WHAT YOU WILL DO - From the following material, say how many lines have "white" in them; write only the number.

[[ TASK MATERIAL open ]]

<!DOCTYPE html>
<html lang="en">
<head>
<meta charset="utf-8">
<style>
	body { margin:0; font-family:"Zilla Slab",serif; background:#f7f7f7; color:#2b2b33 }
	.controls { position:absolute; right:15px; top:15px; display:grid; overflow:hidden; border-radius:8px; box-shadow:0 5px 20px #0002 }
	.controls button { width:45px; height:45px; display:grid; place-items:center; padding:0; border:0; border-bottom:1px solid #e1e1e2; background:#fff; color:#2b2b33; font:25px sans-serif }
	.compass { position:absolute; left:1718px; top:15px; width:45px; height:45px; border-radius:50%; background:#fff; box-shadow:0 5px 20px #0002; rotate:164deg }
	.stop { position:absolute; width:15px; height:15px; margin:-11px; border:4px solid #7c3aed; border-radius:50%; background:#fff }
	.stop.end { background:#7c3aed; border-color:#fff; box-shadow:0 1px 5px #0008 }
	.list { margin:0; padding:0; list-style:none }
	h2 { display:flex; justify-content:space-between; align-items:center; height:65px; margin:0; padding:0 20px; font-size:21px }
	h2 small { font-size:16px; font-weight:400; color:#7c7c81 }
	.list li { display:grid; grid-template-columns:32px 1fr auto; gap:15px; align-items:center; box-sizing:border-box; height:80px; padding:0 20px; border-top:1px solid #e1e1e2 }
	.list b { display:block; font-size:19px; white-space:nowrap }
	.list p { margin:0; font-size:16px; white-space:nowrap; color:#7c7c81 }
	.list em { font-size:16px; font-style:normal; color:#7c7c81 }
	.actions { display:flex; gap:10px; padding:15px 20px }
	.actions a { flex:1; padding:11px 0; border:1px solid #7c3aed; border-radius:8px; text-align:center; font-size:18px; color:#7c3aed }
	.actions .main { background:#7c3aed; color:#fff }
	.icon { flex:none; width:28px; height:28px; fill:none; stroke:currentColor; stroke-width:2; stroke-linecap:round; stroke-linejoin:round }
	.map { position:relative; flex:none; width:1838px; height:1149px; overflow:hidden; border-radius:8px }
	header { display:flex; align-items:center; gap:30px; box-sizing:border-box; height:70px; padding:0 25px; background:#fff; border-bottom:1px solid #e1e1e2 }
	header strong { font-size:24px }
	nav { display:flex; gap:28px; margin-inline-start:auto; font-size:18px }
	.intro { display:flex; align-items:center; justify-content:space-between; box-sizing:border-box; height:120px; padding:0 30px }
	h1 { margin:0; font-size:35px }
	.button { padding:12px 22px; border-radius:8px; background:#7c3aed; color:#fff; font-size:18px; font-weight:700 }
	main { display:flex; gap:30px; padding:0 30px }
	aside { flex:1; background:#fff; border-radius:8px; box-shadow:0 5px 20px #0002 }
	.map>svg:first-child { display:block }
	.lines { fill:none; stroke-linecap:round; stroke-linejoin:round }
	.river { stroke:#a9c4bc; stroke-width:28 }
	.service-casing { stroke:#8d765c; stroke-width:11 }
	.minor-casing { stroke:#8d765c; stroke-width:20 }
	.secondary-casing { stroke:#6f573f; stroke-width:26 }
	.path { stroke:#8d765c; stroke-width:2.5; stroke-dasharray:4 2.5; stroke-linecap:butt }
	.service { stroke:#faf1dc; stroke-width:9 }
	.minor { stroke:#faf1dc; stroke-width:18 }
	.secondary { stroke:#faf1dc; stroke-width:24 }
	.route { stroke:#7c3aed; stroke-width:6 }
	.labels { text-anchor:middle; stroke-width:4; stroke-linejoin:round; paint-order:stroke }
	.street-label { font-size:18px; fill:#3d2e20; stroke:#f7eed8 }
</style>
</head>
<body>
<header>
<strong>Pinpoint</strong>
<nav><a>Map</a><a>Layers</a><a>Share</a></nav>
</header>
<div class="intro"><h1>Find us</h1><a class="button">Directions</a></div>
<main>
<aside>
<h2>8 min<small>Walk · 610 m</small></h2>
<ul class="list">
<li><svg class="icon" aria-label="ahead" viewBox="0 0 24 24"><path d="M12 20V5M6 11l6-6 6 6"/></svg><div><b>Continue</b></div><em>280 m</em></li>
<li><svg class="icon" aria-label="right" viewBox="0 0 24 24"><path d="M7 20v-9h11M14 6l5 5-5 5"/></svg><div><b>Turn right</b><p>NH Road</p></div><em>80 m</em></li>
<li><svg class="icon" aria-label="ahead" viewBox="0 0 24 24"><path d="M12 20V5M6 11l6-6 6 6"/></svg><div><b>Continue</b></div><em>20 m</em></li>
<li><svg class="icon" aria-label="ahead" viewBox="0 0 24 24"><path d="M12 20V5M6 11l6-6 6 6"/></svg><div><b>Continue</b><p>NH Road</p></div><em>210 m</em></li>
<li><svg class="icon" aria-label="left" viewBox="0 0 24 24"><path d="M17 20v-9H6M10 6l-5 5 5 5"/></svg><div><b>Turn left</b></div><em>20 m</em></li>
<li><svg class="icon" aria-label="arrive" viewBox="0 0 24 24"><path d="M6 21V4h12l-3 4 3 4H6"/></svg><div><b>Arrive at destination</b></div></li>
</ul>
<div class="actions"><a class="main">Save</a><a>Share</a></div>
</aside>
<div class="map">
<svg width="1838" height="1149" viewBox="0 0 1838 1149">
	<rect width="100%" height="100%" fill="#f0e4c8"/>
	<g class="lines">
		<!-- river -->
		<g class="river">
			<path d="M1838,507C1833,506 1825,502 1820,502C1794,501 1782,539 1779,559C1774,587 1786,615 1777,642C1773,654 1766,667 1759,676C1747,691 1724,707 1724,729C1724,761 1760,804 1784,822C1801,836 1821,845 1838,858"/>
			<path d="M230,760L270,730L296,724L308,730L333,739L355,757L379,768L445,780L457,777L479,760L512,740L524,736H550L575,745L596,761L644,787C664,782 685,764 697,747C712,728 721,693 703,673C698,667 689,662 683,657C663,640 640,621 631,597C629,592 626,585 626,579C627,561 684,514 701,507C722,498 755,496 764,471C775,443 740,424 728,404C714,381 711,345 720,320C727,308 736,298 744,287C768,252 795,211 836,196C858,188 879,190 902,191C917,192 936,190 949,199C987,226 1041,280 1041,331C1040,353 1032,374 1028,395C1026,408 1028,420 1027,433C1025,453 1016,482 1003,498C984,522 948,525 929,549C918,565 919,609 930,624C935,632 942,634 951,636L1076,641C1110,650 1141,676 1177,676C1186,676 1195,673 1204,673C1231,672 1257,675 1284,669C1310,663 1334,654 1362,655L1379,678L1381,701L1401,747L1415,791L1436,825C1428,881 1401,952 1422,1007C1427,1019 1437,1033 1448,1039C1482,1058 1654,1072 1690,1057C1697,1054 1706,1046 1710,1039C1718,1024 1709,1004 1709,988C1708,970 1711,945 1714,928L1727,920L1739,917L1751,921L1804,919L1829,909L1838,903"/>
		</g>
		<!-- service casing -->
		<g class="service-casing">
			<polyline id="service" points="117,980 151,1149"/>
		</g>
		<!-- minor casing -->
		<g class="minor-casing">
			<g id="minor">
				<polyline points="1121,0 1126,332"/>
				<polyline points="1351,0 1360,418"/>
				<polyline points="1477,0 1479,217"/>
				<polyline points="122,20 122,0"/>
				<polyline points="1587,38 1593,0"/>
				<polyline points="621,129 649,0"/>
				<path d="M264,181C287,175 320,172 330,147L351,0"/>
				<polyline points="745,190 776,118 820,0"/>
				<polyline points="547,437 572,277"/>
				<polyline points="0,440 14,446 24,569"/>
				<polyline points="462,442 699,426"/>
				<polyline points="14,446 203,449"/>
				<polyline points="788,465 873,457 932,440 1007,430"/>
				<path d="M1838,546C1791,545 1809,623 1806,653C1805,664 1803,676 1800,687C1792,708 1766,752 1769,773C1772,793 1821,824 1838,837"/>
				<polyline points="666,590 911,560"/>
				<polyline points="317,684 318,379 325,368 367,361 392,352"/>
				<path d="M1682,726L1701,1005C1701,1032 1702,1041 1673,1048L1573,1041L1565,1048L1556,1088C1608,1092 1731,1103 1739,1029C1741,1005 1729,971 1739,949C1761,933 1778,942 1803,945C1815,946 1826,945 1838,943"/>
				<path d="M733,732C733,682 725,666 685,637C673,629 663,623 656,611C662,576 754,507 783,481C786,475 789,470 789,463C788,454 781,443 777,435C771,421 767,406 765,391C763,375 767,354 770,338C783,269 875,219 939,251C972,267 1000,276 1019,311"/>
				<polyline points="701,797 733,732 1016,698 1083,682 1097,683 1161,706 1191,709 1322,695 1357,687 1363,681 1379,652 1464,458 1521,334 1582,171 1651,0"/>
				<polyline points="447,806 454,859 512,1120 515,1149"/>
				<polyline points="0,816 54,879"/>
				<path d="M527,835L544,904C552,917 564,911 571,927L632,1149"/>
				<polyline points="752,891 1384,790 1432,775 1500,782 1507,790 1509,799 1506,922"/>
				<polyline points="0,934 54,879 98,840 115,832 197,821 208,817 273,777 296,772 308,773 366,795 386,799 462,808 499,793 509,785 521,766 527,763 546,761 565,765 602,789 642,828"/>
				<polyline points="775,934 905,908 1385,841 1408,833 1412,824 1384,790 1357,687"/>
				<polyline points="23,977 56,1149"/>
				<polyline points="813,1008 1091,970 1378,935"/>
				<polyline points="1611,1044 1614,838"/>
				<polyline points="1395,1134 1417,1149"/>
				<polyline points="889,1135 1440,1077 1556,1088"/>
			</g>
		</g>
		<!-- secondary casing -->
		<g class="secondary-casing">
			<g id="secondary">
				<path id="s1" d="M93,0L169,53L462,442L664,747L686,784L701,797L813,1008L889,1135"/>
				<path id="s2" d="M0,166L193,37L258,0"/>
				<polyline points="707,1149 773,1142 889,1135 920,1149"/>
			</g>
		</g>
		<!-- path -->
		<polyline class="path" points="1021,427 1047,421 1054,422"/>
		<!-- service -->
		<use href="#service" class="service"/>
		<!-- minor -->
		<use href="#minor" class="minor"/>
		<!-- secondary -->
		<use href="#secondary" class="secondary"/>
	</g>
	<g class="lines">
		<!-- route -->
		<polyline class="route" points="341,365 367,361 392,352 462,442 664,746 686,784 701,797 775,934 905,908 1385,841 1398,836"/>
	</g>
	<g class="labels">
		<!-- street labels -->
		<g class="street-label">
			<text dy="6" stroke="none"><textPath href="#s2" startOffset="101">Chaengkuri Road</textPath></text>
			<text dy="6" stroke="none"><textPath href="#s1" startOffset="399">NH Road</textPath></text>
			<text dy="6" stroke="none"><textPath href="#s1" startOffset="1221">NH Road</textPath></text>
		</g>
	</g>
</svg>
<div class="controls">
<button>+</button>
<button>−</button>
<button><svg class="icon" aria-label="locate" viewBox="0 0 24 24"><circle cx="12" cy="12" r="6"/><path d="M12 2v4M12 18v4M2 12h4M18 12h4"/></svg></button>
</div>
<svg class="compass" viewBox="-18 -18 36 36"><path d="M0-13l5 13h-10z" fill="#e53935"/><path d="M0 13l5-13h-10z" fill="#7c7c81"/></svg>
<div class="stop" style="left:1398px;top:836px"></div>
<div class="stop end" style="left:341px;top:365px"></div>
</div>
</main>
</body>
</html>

[[ TASK MATERIAL closed ]]

RESPONSE FOR THIS EXERCISE - 2